* _What is expected_:
From the line that includes "Instruction: What data" to the closing line of the data, please transcribe every line exactly and add nothing.

Extracted data entries:
········
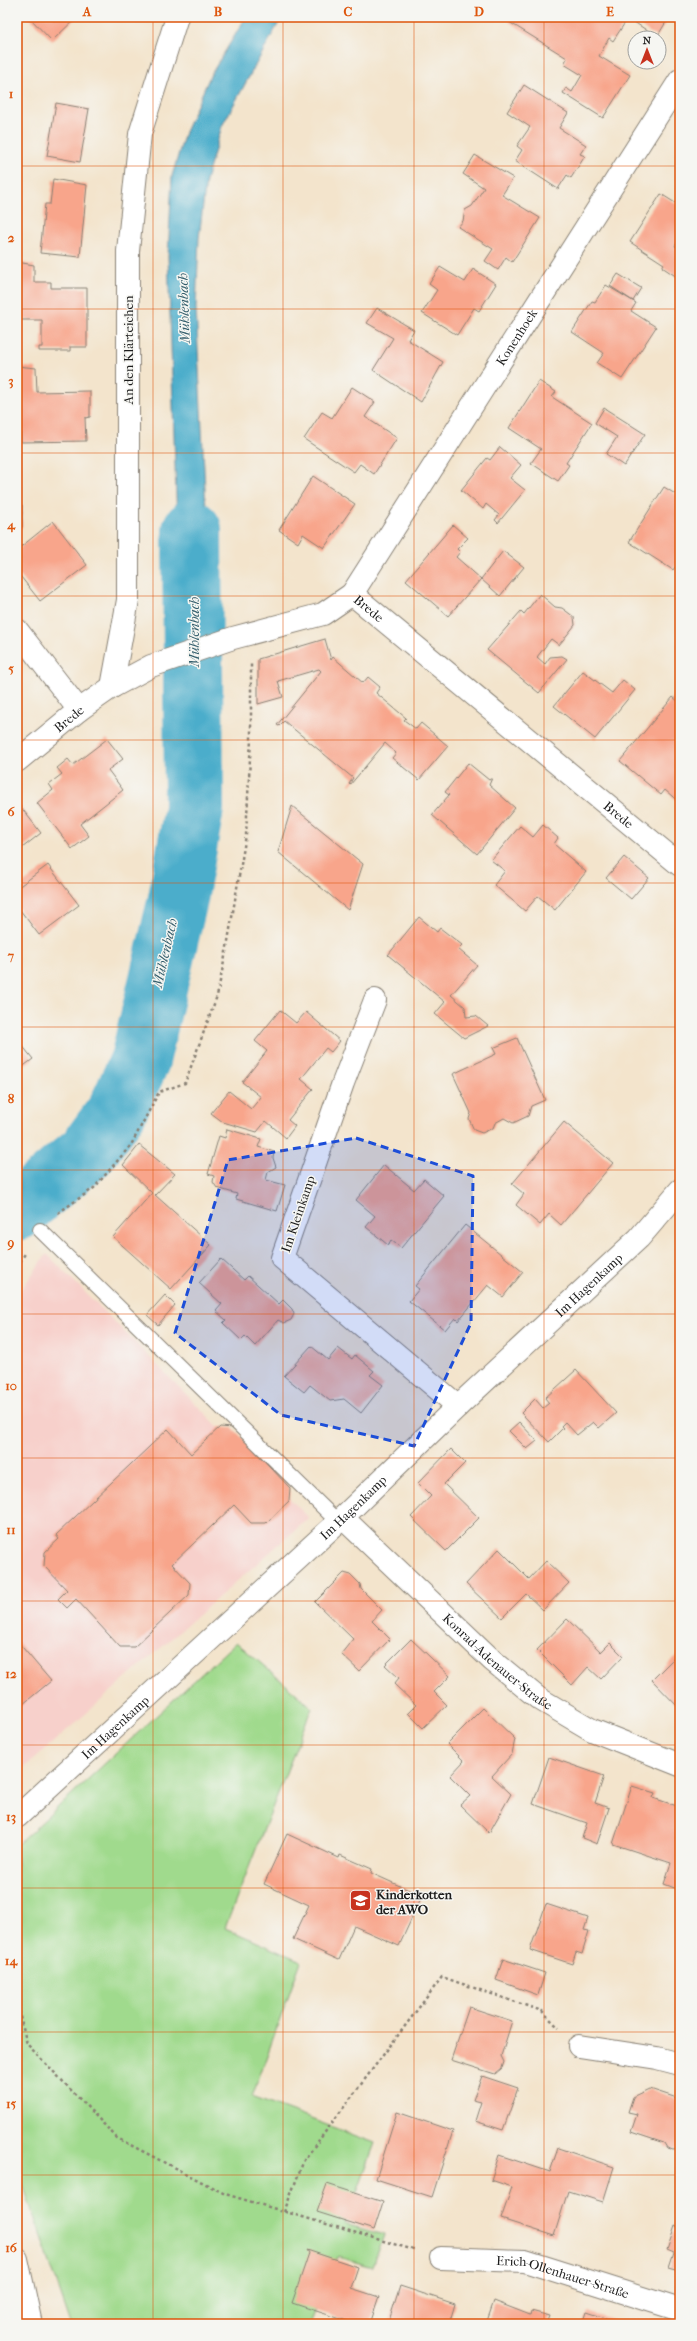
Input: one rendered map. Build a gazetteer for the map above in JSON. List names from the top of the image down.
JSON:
{
  "streets": {
    "street": [
      "Konenhoek",
      "An den Klärteichen",
      "Brede",
      "Im Kleinkamp",
      "Im Hagenkamp",
      "Konrad-Adenauer-Straße",
      "Erich-Ollenhauer-Straße"
    ]
  },
  "crossings": [
    ["Konenhoek", "Brede"],
    ["An den Klärteichen", "Brede"],
    ["Im Kleinkamp", "Im Hagenkamp"],
    ["Im Hagenkamp", "Konrad-Adenauer-Straße"]
  ],
  "water": ["Mühlenbach"],
  "places": {
    "school or university": ["Kinderkotten der AWO"]
  },
  "north": "top",
  "grid": {
    "columns": [
      "A",
      "B",
      "C",
      "D",
      "E"
    ],
    "rows": [
      "1",
      "2",
      "3",
      "4",
      "5",
      "6",
      "7",
      "8",
      "9",
      "10",
      "11",
      "12",
      "13",
      "14",
      "15",
      "16"
    ]
  }
}
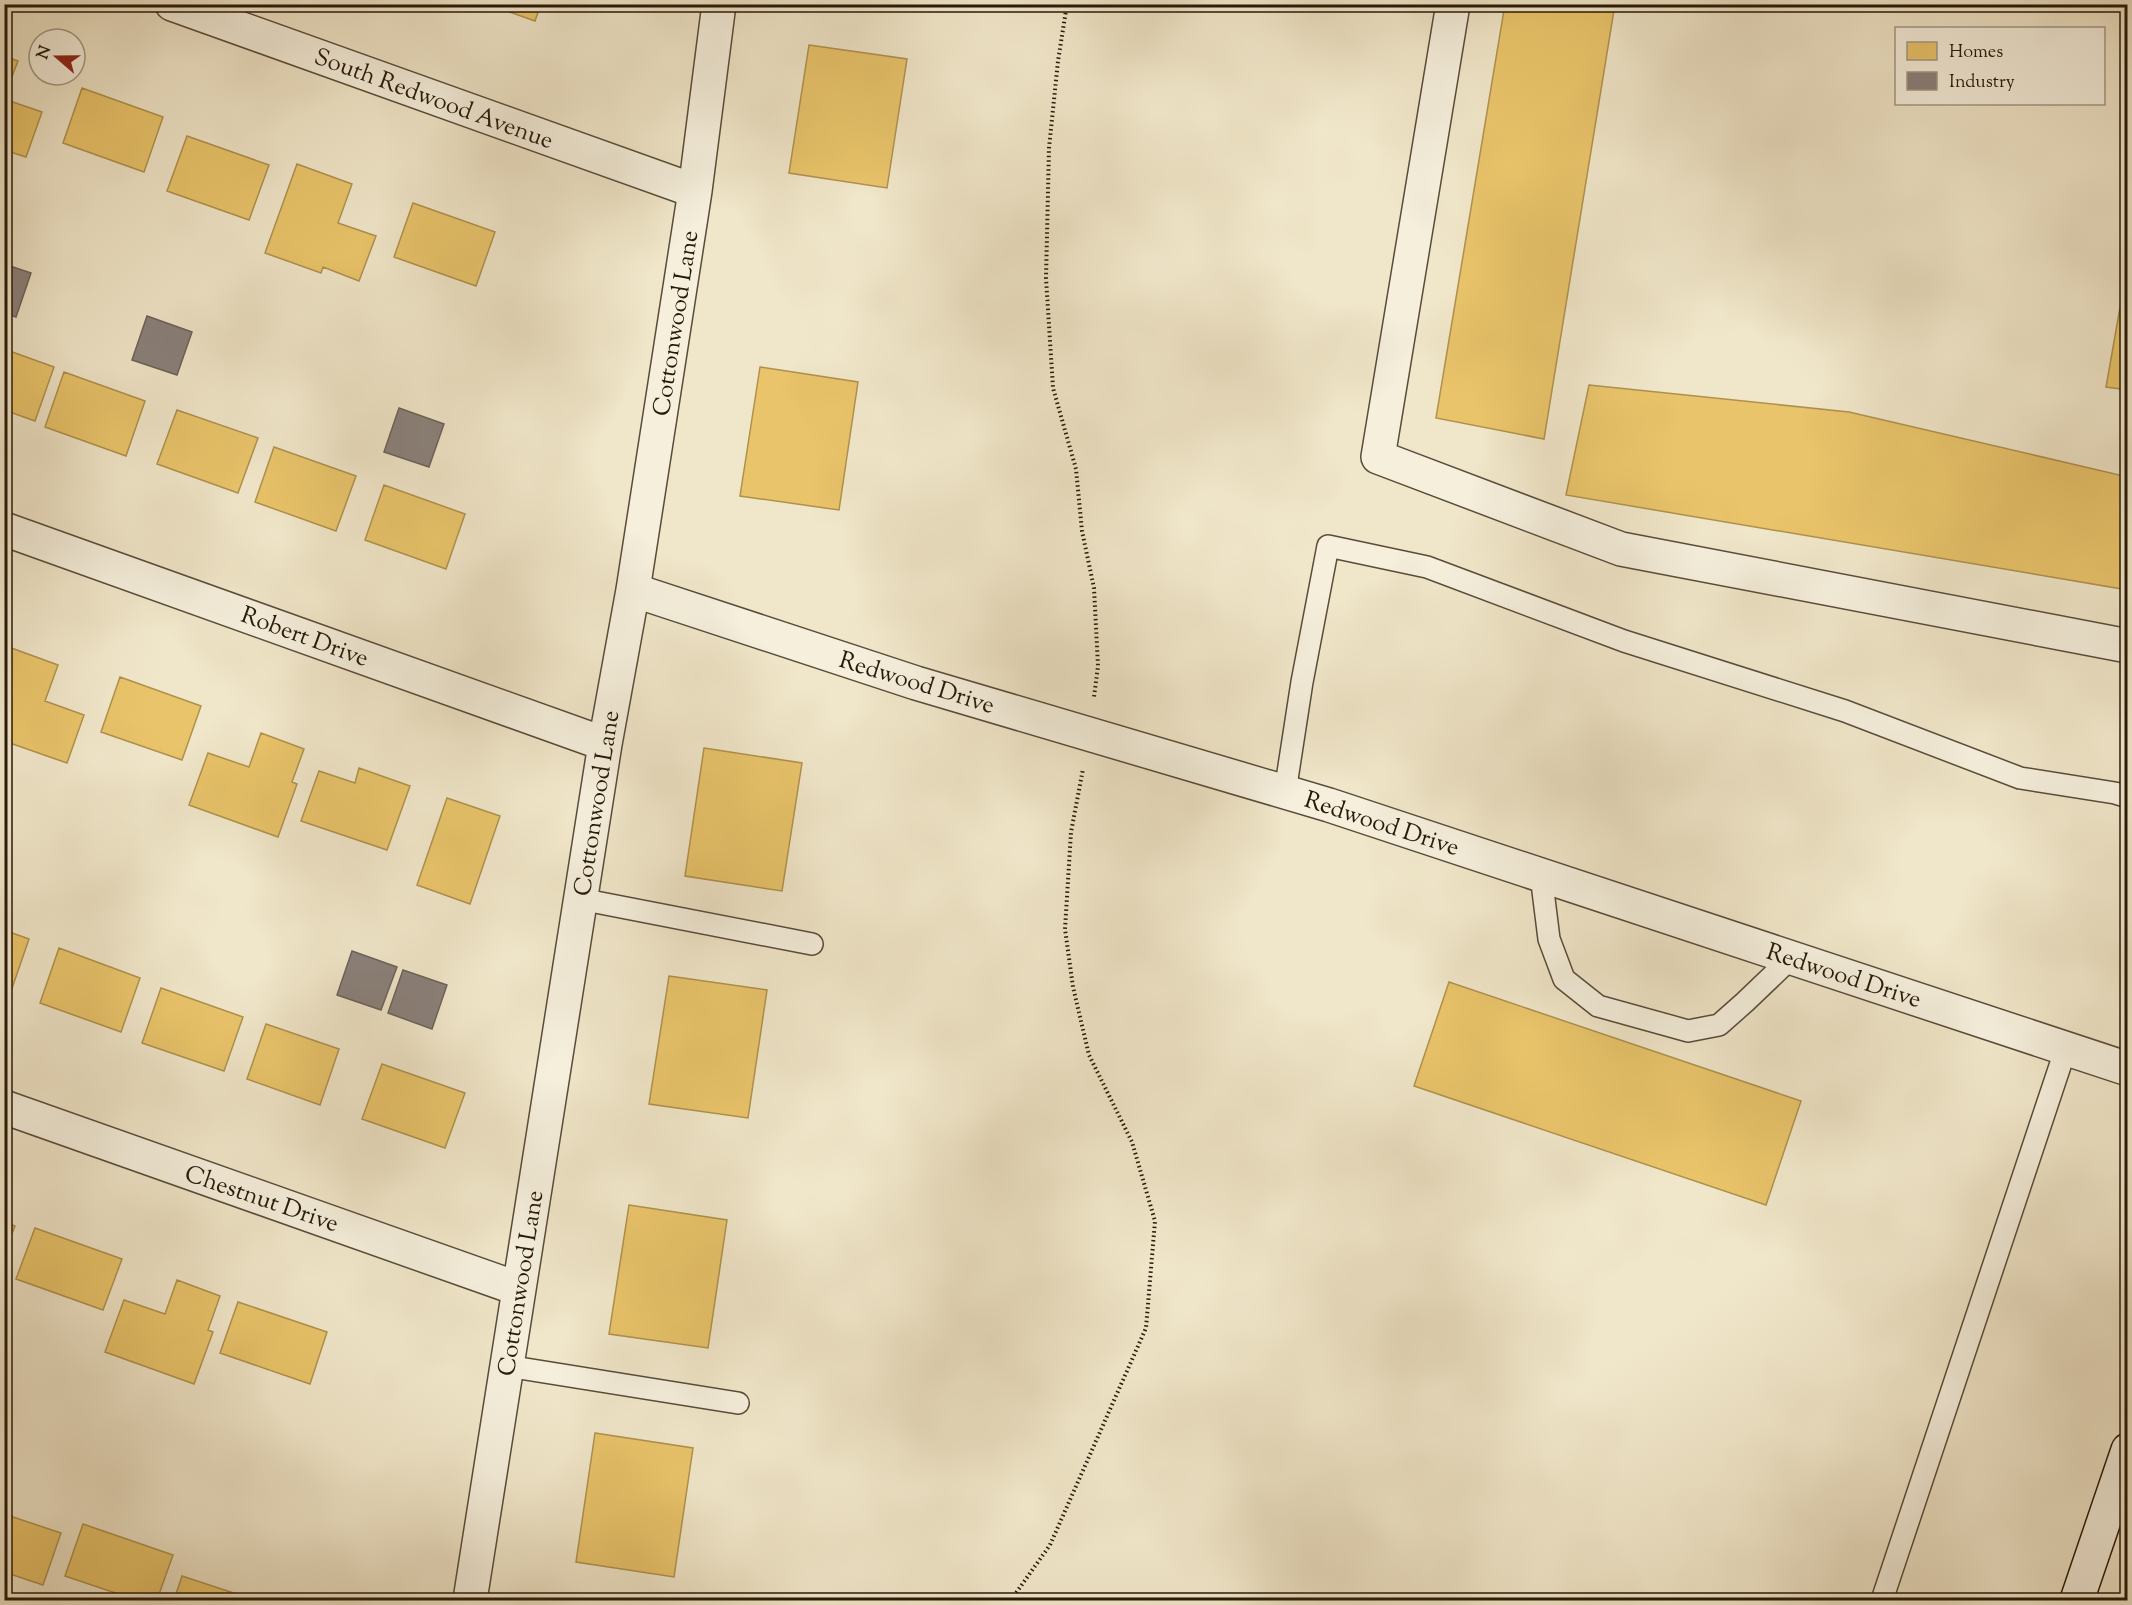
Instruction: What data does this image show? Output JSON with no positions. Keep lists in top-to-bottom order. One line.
{"streets":{"street":["South Redwood Avenue","Cottonwood Lane","Robert Drive","Redwood Drive","Chestnut Drive"]},"crossings":[["South Redwood Avenue","Cottonwood Lane"],["Cottonwood Lane","Robert Drive"],["Cottonwood Lane","Redwood Drive"],["Cottonwood Lane","Chestnut Drive"]],"legend":["Homes","Industry"],"north":"left"}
········
* _Completed task_:
Instruction: What data does this image show? Output JSON with no positions. Keep lists in top-to-bottom order. One line.
{"streets":{"street":["South Redwood Avenue","Cottonwood Lane","Robert Drive","Redwood Drive","Chestnut Drive"]},"crossings":[["South Redwood Avenue","Cottonwood Lane"],["Cottonwood Lane","Robert Drive"],["Cottonwood Lane","Redwood Drive"],["Cottonwood Lane","Chestnut Drive"]],"legend":["Homes","Industry"],"north":"left"}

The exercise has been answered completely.